Dur yolcu! Bilmeden gelip bastığın
Bu toprak, bir devrin battığı yerdir.
Eğil de kulak ver, bu sessiz yığın
Bir vatan kalbinin attığı yerdir.

Bu ıssız, gölgesiz yolun sonunda
Gördüğün bir tümsek, Anadolu'nda,
İstiklâl uğrunda, namus yolunda
Can veren Mehmed'in yattığı yerdir.

Bu tümsek, koparken büyük zelzele,
Son vatan parçası geçerken ele,
Mehmed'in düşmanı boğduğu sele
Mübarek kanını kattığı yerdir.

Düşün ki, haşr olan kan, kemik, etin
Yaptığı bu tümsek, amansız, çetin
Bir harbin sonunda bütün milletin
Hürriyet zevkini tattığı yerdir.

Zafer Anıtı ile yakındaki Şehit Sancaktar Anıtı’nı ilk kez gezdim. Güzel düzenlenmiş bir çevre ve etkileyici anıtlar.  Detayları başka bir yazı konusu. Şu kadarını söyleyeyim, benden başka bir aile daha var anıtı gezmek için bulunan, saygı içinde inançlarına uygun bir şekilde dua ederek dolaşan. Görevli hiç kimse yok, müze tamamen boş. 26-30 Ağustos zafer haftası döneminde buranın canlanarak ziyaretçi ve görevlilerle dolacağı umuduyla ayrıldım bu “kutsal” mekândan.

Bu ülkenin varlık mühürü 
Burada iri laflarla hamaset yapacak değilim. Bu topraklar uğruna can veren ve üzerinde özgürce yaşayarak muasır medeniyetlere örnek olacağımız bir ülke kurma umudumuzun bugün hala canlı kalmasını sağlayan Anadolu çocuklarına olan borcumuzu hatırlatmak istiyorum sadece.
O çocuklar ki Yemen Türküsü’nde ne kadar anlamlı ifade edilir:

 

Havada bulut yok bu ne dumandır
Mahlede ölü yok bu ne figandır
Şu Yemen elleri ne yamandır

Ah o yemendir gülü çimendir
Giden gelmiyor acep nedendir

Burası Huş’tur yolu yokuştur
Giden gelmiyor acep ne iştir

Kışlanın önünde redif sesi var
Bakın çantasında acep nesi var
Bir çift kundurayla bir de fesi var

Ah o yemendir gülü çimendir
Giden gelmiyor acep nedendir

Burası Huş’tur yolu yokuştur
Giden gelmiyor acep ne iştir


Bu türküyü dinlerken gözleri dolmayan bir vatansever düşünemiyorum. Çantasında ailesine iade edilecek bir çift kundurayla bir de fesinden başka bir şeyi olmayan bu yoksul çocuklar, döktükleri kanlarıyla mühürlediler bu vatanın bizlere bıraktıkları tapusunu.

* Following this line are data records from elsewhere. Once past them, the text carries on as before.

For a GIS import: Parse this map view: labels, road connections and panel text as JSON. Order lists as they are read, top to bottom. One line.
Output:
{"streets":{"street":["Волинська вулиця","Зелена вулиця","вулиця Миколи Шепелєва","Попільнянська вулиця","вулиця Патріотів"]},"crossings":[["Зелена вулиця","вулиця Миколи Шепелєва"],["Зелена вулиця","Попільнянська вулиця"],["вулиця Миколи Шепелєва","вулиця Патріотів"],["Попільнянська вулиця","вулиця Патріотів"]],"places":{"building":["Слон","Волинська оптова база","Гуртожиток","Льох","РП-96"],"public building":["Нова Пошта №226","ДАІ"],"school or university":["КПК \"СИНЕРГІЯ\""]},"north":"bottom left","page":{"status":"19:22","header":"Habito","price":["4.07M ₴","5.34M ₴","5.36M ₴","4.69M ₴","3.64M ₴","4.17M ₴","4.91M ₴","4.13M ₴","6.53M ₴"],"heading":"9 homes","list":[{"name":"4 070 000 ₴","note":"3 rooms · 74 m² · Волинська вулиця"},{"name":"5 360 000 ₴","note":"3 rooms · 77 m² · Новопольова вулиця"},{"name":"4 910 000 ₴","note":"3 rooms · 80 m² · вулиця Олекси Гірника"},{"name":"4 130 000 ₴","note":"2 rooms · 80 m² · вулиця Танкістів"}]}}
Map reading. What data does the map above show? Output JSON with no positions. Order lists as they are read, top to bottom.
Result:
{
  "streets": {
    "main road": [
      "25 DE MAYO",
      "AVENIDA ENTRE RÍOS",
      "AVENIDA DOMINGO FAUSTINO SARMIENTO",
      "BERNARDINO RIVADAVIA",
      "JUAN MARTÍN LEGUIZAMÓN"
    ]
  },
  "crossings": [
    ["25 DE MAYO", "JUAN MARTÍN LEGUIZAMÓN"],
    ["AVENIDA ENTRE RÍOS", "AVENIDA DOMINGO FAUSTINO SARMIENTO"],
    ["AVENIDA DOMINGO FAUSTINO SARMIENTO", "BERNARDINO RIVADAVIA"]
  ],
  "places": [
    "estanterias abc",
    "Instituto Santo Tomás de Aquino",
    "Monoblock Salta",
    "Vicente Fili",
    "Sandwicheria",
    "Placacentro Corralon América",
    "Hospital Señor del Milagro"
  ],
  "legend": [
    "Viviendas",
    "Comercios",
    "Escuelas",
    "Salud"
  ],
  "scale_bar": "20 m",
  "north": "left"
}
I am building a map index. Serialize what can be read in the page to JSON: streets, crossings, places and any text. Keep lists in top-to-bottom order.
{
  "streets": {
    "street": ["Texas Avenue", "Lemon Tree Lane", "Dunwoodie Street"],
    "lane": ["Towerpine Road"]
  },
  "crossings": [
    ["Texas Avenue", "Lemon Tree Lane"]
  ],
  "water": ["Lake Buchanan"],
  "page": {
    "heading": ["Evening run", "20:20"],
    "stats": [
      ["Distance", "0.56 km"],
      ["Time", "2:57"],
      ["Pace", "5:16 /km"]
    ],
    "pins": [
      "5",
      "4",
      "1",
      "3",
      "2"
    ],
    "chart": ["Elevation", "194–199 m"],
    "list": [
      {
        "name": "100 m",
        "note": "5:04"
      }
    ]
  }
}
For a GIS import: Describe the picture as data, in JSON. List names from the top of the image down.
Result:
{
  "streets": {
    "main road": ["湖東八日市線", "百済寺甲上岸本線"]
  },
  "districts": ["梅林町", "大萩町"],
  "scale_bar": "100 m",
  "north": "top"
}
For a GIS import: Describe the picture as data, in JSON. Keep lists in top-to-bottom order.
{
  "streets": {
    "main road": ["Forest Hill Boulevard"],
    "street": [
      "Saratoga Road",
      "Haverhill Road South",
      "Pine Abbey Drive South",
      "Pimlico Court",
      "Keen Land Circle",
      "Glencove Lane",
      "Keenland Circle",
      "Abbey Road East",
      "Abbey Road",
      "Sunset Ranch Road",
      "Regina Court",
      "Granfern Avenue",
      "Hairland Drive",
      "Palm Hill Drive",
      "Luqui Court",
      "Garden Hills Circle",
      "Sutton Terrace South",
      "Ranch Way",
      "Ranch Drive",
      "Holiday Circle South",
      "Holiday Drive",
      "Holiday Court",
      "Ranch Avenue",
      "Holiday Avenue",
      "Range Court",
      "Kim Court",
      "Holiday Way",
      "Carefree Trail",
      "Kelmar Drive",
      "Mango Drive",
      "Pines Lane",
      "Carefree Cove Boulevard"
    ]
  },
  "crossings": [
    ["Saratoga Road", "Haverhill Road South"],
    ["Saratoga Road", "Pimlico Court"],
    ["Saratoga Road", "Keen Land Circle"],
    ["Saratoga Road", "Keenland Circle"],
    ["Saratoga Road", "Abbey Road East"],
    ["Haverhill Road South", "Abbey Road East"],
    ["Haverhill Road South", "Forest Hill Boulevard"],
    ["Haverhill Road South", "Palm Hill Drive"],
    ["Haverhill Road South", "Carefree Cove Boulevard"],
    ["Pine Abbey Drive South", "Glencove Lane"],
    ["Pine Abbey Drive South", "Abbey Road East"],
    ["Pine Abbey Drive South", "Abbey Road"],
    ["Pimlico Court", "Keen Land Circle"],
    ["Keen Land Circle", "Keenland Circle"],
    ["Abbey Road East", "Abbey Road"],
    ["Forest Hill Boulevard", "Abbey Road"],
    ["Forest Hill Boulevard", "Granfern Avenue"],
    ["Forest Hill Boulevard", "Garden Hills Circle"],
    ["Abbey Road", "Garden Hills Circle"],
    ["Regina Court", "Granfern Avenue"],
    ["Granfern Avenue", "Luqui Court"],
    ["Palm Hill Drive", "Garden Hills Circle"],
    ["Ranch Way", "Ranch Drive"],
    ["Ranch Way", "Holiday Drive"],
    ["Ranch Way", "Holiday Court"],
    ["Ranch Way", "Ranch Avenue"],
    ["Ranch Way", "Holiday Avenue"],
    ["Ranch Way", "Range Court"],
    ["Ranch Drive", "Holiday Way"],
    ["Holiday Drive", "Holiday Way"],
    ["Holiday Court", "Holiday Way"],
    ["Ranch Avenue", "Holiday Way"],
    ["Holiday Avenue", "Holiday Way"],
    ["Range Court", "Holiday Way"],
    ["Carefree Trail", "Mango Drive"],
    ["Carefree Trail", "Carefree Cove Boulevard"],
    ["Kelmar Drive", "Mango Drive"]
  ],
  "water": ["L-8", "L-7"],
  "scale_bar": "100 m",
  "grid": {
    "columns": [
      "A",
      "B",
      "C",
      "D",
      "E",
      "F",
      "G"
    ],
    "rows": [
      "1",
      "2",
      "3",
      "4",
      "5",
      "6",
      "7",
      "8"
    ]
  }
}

Yolculuğum bu duygu yoğunluğu altında sürerken geçmiş on yılları, bayramlarımızı, o Büyük İnsan’ı, ulusumuzun en zor döneminde böyle bir lidere sahip olmasında bulunan adeta tanrısal denebilecek rastlantıdaki şansımızı düşündüm. 


Mustafa Kemal Paşa’nın dehası, 1922’nin 26 ağustosunda başlattığı ve 30 Ağustos günü Başkomutanlık Meydan Muharebesi sonucunda işgalci düşmanı vatandan söküp attığı Büyük Taarruz’la taçlanmış oldu.
 

Bu milletin gerçek bayramı 30 Ağustos Zafer Bayramı’dır!
Ulus olarak geçmişimizde gurur duyacağımız bir çok olay var elbette. Bunların içinde en anlamlı olanlardan biri hiç şüphesiz emperyalist sömürgecilere karşı ezilen uluslara örnek olacak ilk büyük direnişi ifade eden Kurtuluş Savaşı’mız ve onun da simgesi olan 30 Ağustos Zafer Bayramı’dır. 


Bu bilinci yıpratmak ve din adına arap kültürünü yerleştirmek amacı ile uzun yıllardır sürdürülen “karşı devrim” yıkımına karşı tüm vatansever ve ilerici unsurları olarak, birlikte, ülkemizin o gerçek şehit kanlarıyla mühürlenmiş tapusuna sahip çıkmak zorundayız. 


İşte o zaman en anlamlı bayram olan Zafer Bayramımızı gururla ve onurla kutlamayı hak edebiliriz. 
Hepinizin 30 Ağustos Zafer Bayramı’nı kutluyor, çok daha güzel günlerde tüm ulus olarak coşkuyla kutlayacağımız bayramlara erişme dileklerimle hoşça kalın, sağlıkla kalın diyorum.